La Lazio si avvicina a grandi passi alla delicatissima ed entusiasmante sfida casalinga contro il Milan, vivendo tuttavia un clima decisamente singolare attorno alla squadra. Nonostante un brillante avvio di campionato che ha proiettato la formazione allenata da Rino Gattuso al primato in classifica a quota sette punti — in coabitazione con Roma e Inter —, la risposta del pubblico di casa rischia di essere ancora una volta gelida. La tifoseria organizzata biancoceleste ha infatti confermato la propria linea dura, proseguendo la protesta ad oltranza nei confronti del presidente Claudio Lotito ed evitando di riempire gli spalti dello Stadio Olimpico per le gare interne.

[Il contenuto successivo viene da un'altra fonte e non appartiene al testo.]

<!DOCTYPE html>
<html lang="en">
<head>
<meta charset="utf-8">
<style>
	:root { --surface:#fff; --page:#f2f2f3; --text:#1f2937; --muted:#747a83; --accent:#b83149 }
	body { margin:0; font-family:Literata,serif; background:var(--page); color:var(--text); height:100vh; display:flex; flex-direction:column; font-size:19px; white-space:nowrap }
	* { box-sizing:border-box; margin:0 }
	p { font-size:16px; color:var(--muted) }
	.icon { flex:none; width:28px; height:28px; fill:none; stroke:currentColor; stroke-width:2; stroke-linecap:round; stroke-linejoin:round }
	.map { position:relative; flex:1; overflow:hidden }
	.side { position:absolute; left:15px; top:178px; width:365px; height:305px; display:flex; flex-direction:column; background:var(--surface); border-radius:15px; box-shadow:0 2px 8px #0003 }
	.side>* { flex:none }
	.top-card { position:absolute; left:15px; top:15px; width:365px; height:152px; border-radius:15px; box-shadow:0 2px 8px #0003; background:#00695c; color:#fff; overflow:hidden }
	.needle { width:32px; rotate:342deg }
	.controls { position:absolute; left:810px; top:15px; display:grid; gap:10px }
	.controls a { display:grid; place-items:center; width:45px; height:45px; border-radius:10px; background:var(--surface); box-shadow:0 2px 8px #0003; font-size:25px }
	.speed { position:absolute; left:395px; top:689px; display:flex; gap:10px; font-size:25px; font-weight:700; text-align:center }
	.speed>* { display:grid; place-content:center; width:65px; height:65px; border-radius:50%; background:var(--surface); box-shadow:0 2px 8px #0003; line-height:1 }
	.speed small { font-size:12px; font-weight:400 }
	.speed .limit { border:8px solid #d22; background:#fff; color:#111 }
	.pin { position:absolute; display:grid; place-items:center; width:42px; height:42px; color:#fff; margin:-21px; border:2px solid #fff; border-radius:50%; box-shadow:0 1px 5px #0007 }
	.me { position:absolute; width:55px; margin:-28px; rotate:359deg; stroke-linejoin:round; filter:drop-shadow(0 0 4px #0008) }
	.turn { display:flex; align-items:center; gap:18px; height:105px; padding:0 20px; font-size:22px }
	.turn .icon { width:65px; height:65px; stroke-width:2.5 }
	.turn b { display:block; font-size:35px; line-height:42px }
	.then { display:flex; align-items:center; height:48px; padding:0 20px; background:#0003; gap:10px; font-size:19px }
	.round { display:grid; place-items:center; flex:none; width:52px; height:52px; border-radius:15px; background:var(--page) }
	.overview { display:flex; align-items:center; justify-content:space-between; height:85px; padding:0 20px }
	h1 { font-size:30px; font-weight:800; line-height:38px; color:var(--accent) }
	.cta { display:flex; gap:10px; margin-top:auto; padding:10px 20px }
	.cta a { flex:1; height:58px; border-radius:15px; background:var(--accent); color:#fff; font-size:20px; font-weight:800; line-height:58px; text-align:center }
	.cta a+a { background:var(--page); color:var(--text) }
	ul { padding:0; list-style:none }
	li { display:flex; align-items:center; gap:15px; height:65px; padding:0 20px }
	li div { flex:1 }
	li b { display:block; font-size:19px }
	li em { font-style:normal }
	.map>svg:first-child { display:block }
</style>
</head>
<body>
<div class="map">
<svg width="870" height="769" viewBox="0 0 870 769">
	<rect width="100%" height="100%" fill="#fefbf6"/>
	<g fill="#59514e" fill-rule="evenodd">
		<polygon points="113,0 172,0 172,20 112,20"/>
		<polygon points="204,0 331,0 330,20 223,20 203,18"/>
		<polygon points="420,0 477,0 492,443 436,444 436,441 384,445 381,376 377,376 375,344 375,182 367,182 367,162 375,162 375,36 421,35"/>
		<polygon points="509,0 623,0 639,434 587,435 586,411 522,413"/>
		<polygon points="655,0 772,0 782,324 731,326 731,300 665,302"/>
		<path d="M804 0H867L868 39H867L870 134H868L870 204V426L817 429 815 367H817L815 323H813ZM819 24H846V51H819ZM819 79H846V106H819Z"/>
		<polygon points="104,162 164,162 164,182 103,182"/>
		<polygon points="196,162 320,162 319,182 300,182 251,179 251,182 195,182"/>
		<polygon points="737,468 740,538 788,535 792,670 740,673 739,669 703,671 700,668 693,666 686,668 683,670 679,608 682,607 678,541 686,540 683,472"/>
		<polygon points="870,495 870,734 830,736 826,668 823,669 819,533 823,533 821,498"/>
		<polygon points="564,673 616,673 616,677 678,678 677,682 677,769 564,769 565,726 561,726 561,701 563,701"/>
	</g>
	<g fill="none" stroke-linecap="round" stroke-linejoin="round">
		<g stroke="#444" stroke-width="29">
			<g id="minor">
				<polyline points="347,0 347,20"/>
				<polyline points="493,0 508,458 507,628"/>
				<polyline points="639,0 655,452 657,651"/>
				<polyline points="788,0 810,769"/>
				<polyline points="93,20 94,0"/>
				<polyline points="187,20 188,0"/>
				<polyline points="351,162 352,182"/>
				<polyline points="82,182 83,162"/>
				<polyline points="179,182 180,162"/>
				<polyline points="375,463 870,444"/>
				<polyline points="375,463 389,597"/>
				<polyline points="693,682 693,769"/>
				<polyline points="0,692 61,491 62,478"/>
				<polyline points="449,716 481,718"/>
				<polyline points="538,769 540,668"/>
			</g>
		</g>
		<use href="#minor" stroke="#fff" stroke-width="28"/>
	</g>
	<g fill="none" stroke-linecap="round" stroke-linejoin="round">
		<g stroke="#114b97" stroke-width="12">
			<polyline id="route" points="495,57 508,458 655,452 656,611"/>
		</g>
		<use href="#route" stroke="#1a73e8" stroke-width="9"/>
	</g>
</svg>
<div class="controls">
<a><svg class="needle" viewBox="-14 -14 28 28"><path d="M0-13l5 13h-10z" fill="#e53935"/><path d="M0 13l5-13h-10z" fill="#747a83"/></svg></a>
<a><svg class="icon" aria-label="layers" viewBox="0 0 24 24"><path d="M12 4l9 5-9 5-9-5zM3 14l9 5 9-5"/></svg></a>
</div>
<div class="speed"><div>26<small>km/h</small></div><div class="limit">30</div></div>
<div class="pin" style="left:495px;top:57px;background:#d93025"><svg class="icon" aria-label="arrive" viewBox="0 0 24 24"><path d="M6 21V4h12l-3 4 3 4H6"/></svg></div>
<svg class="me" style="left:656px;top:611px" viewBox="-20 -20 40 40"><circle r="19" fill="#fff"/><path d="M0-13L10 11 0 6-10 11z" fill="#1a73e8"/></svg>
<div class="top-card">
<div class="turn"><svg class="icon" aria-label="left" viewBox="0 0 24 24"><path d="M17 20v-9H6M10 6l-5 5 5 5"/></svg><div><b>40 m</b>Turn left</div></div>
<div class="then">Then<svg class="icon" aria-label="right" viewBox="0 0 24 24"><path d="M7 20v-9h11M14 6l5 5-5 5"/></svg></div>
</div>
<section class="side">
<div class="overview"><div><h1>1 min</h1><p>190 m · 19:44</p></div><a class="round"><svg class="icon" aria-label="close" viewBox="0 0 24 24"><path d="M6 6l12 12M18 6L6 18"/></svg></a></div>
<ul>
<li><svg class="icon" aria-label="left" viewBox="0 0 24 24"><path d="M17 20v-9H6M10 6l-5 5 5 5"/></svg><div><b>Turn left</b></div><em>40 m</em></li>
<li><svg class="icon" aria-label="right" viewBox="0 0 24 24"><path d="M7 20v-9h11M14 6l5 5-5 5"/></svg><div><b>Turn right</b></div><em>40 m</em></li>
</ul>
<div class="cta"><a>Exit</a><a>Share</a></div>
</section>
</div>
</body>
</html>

LEGGI ANCHE: Le ultimissime di casa Milan
A fotografare nel dettaglio questa singolare situazione di vigilia è stato il quotidiano Tuttosport, che nell’edizione odierna ha titolato in maniera piuttosto emblematica: «Lazio da record. Pinamonti c’è, i tifosi invece no». Una sintesi perfetta che racchiude da un lato il grande entusiasmo per il rendimento sportivo sul rettangolo verde e dall’altro la spaccatura insanabile tra la piazza e i vertici societari.
La notizia sportiva più rilevante per Rino Gattuso riguarda senza dubbio il pieno recupero di Andrea Pinamonti. L’attaccante italiano ha smaltito la forte contusione alla caviglia rimediata nell’ultimo turno di campionato a Udine e si è riaggregato al gruppo, candidandosi con forza per una maglia da titolare al centro del tridente offensivo al fianco di Mattia Zaccagni e Gustav Isaksen. L’ex attaccante del Sassuolo rappresenta una pedina fondamentale per lo scacchiere tattico del tecnico calabrese, che potrà così contare sul proprio punto di riferimento centrale in una gara dal peso specifico elevatissimo.

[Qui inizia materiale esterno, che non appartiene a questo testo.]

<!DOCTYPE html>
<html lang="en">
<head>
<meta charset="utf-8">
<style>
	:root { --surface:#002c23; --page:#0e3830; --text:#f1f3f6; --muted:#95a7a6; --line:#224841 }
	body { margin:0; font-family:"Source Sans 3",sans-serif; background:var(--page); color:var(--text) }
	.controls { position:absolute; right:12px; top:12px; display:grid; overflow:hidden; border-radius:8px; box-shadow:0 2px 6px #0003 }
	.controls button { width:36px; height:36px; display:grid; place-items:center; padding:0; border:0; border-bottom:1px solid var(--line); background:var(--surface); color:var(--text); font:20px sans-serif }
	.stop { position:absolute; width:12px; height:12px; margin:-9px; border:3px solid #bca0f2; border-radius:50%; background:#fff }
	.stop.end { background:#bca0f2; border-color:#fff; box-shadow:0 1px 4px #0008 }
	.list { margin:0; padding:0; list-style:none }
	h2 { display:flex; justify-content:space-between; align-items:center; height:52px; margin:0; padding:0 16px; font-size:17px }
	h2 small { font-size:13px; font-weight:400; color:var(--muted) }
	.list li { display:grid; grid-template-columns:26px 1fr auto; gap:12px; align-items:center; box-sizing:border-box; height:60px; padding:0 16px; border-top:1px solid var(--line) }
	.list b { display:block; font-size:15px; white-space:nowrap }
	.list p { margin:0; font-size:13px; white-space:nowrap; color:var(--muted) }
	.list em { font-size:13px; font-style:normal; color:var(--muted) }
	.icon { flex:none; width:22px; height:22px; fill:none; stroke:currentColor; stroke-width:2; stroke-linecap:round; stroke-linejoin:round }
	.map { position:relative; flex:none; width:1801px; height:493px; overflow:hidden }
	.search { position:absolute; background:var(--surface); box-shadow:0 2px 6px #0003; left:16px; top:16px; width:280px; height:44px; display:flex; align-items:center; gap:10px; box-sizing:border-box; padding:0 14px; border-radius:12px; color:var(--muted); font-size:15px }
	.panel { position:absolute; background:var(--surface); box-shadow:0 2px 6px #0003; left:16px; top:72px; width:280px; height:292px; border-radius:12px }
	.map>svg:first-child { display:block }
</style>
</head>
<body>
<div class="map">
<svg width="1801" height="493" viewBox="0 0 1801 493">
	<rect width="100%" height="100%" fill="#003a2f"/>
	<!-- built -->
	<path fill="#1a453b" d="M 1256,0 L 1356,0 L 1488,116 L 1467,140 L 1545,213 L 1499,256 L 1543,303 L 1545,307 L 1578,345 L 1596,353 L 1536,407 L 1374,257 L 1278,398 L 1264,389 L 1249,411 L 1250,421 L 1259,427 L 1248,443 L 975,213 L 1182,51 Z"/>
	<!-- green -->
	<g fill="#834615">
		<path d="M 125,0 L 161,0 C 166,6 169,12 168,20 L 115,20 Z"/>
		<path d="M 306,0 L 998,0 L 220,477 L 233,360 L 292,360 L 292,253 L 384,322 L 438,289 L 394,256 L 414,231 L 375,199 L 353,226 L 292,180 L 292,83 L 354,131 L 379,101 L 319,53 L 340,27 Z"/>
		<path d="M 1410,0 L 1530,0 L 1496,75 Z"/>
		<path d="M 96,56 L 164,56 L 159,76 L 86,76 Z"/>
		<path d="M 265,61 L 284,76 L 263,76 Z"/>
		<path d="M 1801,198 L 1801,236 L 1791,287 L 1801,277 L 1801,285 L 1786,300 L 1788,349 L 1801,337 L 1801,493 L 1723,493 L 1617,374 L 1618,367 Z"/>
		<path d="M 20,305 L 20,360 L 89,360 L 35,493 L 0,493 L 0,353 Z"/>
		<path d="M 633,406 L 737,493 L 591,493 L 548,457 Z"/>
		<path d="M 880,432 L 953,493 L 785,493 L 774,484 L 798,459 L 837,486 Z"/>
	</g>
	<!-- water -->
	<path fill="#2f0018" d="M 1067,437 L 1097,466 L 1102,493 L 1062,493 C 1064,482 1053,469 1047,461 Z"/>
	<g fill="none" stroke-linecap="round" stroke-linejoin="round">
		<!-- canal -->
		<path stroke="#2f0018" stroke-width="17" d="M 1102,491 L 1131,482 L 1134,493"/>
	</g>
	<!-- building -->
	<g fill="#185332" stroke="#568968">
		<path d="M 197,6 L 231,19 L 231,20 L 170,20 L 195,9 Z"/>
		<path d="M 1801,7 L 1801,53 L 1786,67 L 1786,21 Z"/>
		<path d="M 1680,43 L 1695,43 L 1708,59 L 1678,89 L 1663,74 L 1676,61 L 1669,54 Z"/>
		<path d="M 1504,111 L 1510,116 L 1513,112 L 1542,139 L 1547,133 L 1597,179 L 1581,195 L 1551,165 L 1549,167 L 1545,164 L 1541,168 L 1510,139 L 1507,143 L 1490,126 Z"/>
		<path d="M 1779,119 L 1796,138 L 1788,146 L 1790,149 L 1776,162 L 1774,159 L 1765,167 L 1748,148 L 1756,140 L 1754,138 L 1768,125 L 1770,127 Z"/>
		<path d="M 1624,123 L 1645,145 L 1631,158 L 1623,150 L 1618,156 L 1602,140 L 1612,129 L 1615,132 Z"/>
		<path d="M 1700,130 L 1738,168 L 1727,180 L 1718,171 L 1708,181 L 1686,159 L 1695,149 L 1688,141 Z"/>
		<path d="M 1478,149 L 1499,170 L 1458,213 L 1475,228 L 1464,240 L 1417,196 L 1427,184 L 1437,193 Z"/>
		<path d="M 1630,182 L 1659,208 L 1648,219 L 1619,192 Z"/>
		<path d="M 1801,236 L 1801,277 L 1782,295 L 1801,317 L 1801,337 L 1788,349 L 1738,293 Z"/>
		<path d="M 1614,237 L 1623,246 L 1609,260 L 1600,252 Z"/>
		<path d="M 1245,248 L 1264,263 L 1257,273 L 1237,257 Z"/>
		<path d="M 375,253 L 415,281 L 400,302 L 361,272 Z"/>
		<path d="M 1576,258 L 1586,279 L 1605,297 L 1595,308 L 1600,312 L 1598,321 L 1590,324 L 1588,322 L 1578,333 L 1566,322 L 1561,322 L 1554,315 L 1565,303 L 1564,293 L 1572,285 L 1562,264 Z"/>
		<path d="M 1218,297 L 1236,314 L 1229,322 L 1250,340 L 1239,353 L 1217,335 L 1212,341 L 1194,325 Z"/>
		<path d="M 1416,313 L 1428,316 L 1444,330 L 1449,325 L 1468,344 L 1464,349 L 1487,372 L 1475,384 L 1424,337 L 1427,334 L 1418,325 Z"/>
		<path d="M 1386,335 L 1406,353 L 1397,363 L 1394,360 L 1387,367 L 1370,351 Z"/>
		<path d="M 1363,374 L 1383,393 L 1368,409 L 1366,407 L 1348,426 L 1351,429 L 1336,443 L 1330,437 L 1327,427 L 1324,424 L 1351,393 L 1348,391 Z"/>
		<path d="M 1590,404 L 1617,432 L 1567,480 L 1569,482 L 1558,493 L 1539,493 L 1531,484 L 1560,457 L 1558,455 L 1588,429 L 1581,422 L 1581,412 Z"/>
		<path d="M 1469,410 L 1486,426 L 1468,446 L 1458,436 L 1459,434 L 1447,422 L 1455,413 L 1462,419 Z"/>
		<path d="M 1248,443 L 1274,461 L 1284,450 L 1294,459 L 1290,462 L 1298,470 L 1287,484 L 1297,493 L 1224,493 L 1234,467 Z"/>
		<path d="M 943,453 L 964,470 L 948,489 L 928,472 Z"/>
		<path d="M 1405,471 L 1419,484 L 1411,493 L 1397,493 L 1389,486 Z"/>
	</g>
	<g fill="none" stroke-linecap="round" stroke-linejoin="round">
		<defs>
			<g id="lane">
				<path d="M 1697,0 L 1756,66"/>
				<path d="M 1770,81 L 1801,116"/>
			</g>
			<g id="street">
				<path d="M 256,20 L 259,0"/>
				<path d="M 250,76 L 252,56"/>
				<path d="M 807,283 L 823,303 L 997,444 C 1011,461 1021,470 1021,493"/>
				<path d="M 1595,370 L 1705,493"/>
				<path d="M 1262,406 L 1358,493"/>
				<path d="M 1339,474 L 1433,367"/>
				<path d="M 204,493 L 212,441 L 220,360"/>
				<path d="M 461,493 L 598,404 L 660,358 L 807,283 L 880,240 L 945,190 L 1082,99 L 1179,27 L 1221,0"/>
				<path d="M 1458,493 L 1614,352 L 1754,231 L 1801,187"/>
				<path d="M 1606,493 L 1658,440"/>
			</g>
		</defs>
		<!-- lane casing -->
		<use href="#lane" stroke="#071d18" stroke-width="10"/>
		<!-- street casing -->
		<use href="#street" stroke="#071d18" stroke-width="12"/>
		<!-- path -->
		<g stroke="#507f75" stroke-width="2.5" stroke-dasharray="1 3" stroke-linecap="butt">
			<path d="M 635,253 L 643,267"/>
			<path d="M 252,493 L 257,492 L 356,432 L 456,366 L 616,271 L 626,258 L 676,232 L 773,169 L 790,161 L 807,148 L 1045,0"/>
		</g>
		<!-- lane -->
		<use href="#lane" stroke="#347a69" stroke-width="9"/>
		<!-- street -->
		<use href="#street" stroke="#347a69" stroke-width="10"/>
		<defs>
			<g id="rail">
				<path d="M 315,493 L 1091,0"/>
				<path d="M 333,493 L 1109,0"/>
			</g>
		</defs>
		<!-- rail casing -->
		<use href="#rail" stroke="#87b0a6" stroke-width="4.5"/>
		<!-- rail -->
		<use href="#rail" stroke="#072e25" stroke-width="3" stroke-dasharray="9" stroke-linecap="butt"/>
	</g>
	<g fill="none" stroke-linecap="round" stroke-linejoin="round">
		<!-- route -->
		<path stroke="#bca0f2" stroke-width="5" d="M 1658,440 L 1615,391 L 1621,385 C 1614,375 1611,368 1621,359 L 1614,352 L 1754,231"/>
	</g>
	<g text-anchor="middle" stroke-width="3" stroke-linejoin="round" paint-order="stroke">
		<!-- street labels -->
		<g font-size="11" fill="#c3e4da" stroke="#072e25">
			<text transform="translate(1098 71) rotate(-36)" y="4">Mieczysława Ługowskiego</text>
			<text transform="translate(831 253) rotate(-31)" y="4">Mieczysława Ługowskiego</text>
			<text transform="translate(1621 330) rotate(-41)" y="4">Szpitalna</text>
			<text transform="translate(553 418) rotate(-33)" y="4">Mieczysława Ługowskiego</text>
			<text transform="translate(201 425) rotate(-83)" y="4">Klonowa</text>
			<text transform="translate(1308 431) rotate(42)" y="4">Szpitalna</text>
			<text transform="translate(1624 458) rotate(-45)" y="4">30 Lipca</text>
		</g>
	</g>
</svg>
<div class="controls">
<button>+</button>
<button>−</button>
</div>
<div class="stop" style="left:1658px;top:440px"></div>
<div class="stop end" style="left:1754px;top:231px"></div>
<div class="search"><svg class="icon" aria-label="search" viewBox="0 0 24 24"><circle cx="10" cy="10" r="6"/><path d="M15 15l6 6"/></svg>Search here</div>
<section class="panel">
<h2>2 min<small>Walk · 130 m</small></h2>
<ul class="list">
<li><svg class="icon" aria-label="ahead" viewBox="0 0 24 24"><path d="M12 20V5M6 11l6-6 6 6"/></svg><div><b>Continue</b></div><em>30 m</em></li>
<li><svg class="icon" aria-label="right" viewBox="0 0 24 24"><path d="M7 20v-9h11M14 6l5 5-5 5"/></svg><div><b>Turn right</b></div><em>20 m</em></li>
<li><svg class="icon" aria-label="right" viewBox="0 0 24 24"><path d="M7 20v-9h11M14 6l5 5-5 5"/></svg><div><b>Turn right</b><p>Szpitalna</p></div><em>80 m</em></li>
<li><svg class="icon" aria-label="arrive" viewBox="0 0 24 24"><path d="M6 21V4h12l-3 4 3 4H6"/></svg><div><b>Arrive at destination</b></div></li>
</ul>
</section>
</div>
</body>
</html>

Se dal punto di vista tecnico l’infermeria regala ottime notizie, sul fronte ambientale la situazione resta tesa. Lo sciopero del tifo non vedrà ripensamenti: l’intenzione dei sostenitori biancocelesti è quella di continuare a disertare i match casalinghi per non generare incassi da biglietteria alla presidenza, preferendo sostenere i ragazzi di Gattuso soltanto nelle uscite in trasferta. La squadra si troverà quindi di fronte al paradosso di affrontare il big match contro il Milan da capolista ma con una cornice di pubblico semivuota, affidandosi unicamente alla forza del gruppo per difendere la vetta della Serie A.